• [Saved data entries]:
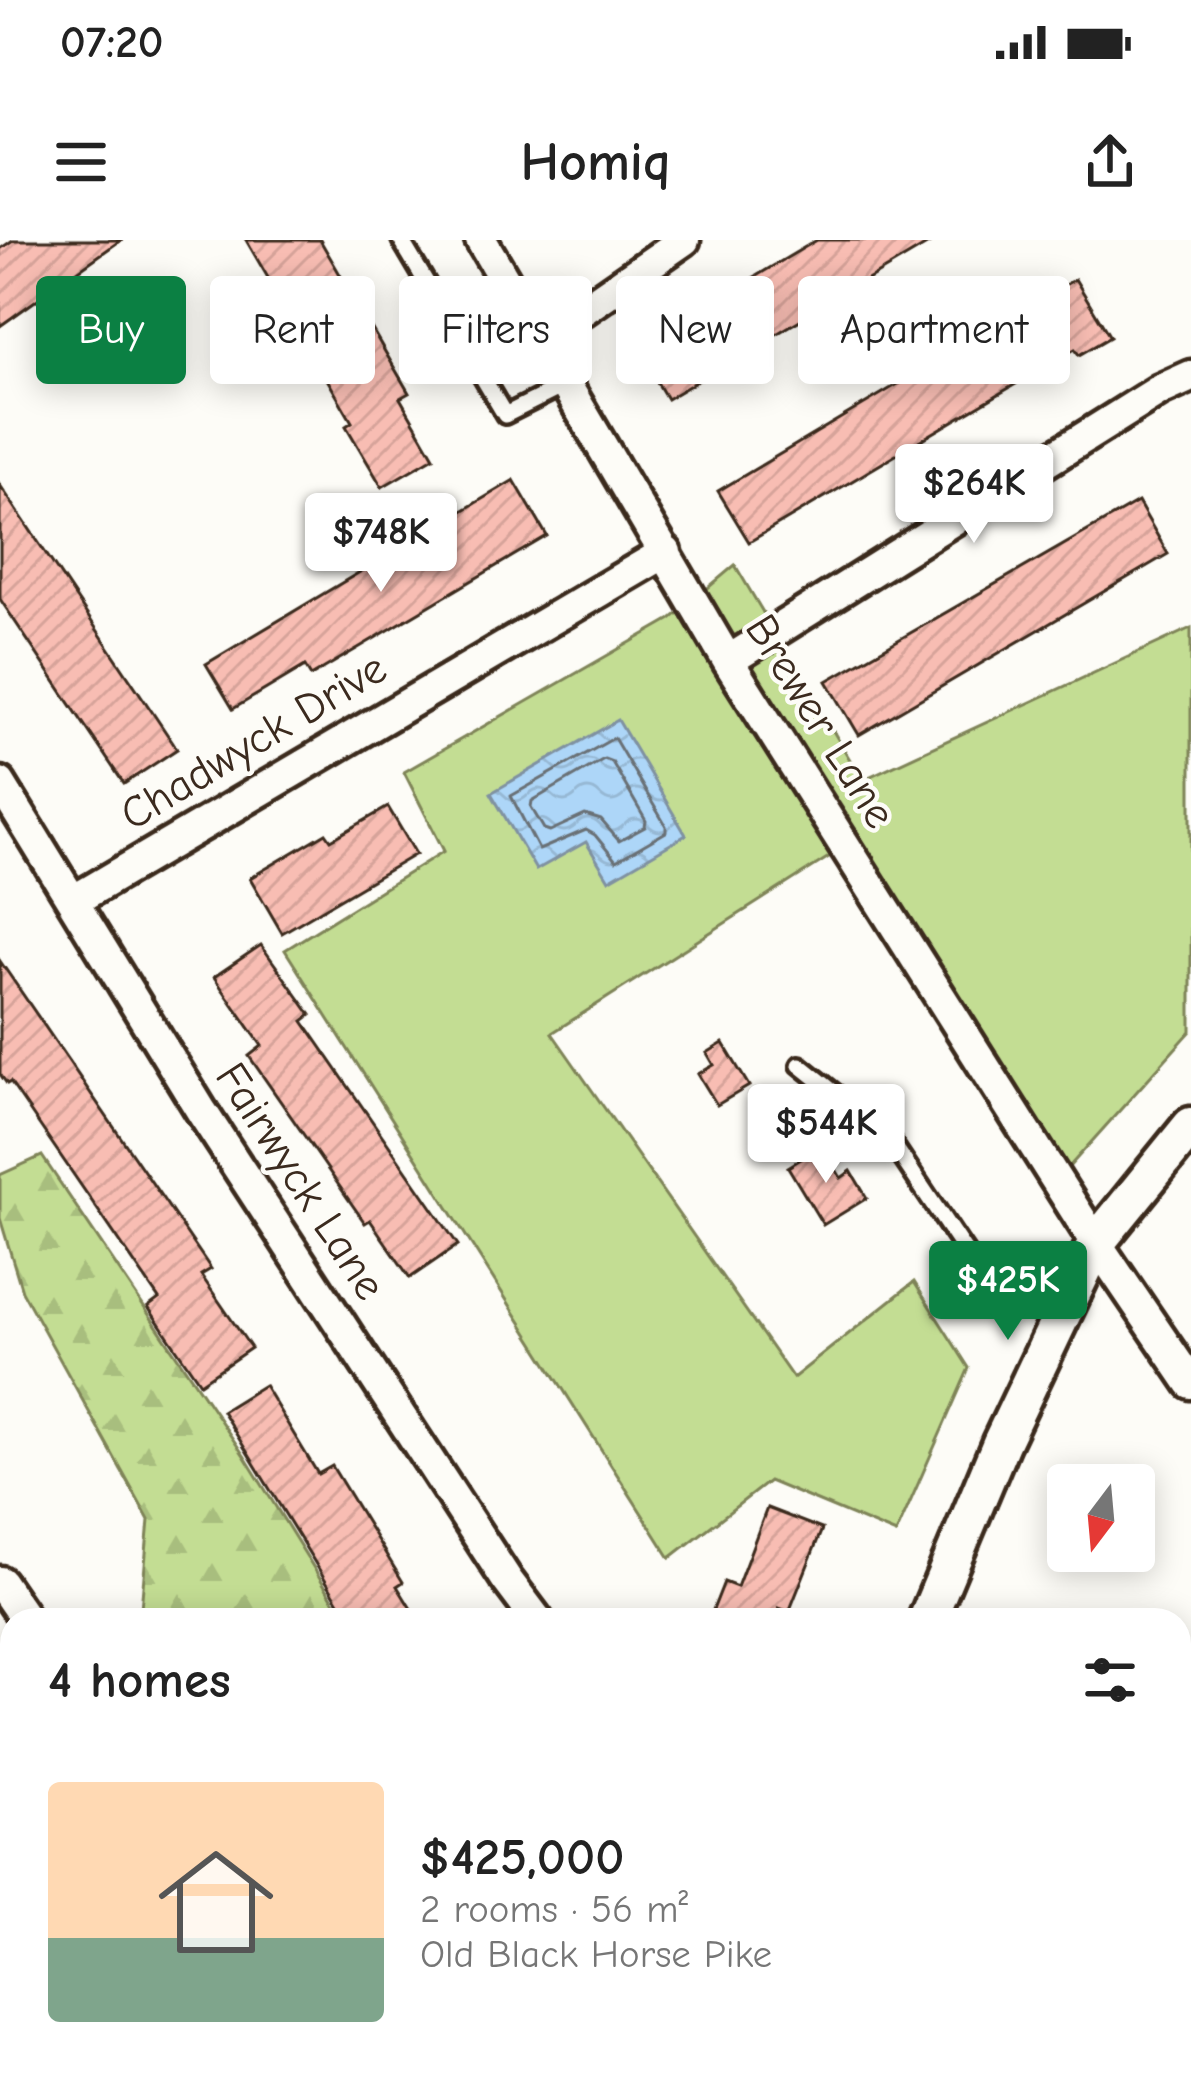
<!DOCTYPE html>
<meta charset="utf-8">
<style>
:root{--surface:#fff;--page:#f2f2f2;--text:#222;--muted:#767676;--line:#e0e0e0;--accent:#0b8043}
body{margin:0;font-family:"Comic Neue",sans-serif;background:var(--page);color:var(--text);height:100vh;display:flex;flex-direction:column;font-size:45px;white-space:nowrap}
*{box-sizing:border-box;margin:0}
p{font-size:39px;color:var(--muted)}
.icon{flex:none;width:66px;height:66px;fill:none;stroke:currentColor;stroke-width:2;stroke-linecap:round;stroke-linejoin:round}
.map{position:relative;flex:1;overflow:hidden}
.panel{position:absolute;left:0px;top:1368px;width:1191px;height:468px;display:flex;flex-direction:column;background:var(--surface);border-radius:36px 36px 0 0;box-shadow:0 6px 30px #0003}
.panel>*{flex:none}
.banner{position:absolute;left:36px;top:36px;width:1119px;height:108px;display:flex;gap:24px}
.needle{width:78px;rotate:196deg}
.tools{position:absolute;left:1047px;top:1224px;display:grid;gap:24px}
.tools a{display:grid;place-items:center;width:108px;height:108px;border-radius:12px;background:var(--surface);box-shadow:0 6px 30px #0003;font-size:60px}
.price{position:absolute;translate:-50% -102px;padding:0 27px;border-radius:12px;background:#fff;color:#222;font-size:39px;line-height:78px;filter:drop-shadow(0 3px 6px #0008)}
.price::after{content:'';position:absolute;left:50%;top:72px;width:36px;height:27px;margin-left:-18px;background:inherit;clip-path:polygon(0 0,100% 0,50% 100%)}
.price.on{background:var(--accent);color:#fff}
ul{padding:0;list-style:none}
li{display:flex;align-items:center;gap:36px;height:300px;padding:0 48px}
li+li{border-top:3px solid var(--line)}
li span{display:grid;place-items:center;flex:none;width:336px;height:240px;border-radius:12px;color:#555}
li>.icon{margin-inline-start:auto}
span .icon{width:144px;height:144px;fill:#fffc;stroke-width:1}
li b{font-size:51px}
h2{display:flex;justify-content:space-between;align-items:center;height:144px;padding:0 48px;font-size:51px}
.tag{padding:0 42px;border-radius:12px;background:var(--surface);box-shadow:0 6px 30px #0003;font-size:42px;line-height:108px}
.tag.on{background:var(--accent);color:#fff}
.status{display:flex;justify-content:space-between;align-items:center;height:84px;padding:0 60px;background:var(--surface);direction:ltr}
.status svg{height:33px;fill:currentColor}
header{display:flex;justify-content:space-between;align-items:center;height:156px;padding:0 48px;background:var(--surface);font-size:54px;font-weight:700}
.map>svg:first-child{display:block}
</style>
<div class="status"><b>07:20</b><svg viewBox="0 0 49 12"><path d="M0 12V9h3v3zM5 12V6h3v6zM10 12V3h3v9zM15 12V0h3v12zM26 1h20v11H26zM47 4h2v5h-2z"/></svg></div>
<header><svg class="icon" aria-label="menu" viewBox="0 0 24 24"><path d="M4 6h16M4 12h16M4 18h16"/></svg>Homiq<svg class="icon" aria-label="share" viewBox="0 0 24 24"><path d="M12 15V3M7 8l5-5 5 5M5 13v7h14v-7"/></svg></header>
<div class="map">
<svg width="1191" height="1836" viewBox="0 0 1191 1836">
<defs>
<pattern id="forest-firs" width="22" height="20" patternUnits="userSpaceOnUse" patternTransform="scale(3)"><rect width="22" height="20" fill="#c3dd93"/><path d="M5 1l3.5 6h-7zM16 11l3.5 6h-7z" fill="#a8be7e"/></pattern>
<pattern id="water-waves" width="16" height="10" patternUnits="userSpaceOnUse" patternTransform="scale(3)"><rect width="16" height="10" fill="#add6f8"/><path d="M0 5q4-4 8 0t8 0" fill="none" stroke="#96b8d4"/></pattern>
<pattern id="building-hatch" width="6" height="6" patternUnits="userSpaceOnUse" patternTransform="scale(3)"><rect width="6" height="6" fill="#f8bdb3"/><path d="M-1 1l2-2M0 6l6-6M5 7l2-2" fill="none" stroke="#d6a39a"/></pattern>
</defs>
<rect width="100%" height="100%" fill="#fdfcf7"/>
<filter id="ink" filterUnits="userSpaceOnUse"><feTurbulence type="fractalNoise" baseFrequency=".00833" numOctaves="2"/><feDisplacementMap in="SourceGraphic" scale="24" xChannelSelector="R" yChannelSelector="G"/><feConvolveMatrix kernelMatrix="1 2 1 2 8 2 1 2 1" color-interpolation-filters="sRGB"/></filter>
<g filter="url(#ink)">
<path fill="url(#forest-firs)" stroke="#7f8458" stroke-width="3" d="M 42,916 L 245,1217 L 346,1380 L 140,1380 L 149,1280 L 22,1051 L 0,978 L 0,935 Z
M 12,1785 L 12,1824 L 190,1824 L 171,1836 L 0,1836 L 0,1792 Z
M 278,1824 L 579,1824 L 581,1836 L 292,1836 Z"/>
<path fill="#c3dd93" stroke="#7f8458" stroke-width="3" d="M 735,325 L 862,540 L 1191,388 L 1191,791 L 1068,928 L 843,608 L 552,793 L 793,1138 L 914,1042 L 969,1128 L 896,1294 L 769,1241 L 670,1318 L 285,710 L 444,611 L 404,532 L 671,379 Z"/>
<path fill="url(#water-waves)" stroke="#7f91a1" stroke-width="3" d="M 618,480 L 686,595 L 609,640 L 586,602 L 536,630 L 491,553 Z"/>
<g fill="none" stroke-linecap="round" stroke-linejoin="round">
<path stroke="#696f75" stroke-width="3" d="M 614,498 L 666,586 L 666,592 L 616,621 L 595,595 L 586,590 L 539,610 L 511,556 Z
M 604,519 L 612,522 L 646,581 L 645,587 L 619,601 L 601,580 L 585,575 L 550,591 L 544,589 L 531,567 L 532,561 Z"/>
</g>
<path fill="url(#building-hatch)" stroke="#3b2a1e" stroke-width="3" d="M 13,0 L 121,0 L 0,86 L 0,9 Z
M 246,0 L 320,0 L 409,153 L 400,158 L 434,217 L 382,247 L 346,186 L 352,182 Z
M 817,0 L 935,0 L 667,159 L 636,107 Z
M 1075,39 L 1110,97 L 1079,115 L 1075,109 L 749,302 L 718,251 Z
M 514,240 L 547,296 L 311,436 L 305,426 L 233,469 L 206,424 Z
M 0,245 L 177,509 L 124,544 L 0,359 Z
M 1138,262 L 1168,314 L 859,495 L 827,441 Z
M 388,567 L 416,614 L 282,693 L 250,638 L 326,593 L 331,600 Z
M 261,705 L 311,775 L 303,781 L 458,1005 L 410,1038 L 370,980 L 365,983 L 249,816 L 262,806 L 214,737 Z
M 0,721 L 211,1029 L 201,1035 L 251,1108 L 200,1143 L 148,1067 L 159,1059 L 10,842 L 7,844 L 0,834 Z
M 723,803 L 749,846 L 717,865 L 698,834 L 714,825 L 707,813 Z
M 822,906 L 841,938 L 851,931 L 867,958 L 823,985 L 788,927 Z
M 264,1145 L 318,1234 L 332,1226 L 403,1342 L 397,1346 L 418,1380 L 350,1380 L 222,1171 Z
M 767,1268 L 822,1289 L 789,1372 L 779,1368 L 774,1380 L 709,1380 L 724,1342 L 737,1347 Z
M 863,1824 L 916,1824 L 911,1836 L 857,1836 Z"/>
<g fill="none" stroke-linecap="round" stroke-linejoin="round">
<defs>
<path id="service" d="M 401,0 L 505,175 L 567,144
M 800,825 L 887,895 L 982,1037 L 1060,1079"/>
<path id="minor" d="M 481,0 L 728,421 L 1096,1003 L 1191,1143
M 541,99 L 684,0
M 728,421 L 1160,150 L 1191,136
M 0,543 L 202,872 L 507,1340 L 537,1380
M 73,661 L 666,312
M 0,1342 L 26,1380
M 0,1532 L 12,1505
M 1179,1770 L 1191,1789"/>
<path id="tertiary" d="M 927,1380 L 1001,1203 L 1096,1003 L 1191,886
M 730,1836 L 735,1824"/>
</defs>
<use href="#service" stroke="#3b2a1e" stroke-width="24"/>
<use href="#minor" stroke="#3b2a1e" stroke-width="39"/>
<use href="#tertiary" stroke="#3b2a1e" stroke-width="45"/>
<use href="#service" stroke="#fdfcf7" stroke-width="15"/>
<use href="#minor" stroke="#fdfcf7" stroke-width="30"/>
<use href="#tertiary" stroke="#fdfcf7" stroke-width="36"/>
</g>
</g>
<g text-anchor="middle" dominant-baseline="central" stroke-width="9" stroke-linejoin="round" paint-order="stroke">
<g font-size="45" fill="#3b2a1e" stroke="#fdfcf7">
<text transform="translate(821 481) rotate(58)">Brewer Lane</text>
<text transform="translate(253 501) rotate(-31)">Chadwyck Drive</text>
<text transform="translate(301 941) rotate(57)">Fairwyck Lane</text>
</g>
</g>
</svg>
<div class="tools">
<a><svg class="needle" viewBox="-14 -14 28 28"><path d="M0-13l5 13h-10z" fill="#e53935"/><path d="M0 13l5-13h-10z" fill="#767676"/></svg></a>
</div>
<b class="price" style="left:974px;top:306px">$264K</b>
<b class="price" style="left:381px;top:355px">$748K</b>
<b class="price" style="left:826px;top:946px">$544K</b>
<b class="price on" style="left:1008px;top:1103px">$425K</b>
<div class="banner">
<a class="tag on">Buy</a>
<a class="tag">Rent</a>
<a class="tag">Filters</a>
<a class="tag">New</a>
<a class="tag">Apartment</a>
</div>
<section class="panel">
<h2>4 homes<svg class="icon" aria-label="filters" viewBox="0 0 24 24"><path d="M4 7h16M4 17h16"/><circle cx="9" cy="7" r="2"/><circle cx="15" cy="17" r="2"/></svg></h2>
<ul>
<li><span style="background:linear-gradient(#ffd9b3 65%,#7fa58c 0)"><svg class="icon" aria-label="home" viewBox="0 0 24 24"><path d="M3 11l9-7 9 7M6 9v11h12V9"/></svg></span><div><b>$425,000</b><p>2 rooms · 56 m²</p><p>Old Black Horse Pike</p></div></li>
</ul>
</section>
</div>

• [TASK PROMPT]:
Could you work out how many lines of the data above contain the word "needle"? Give only the number.

• [SOLVED EXERCISE]:
2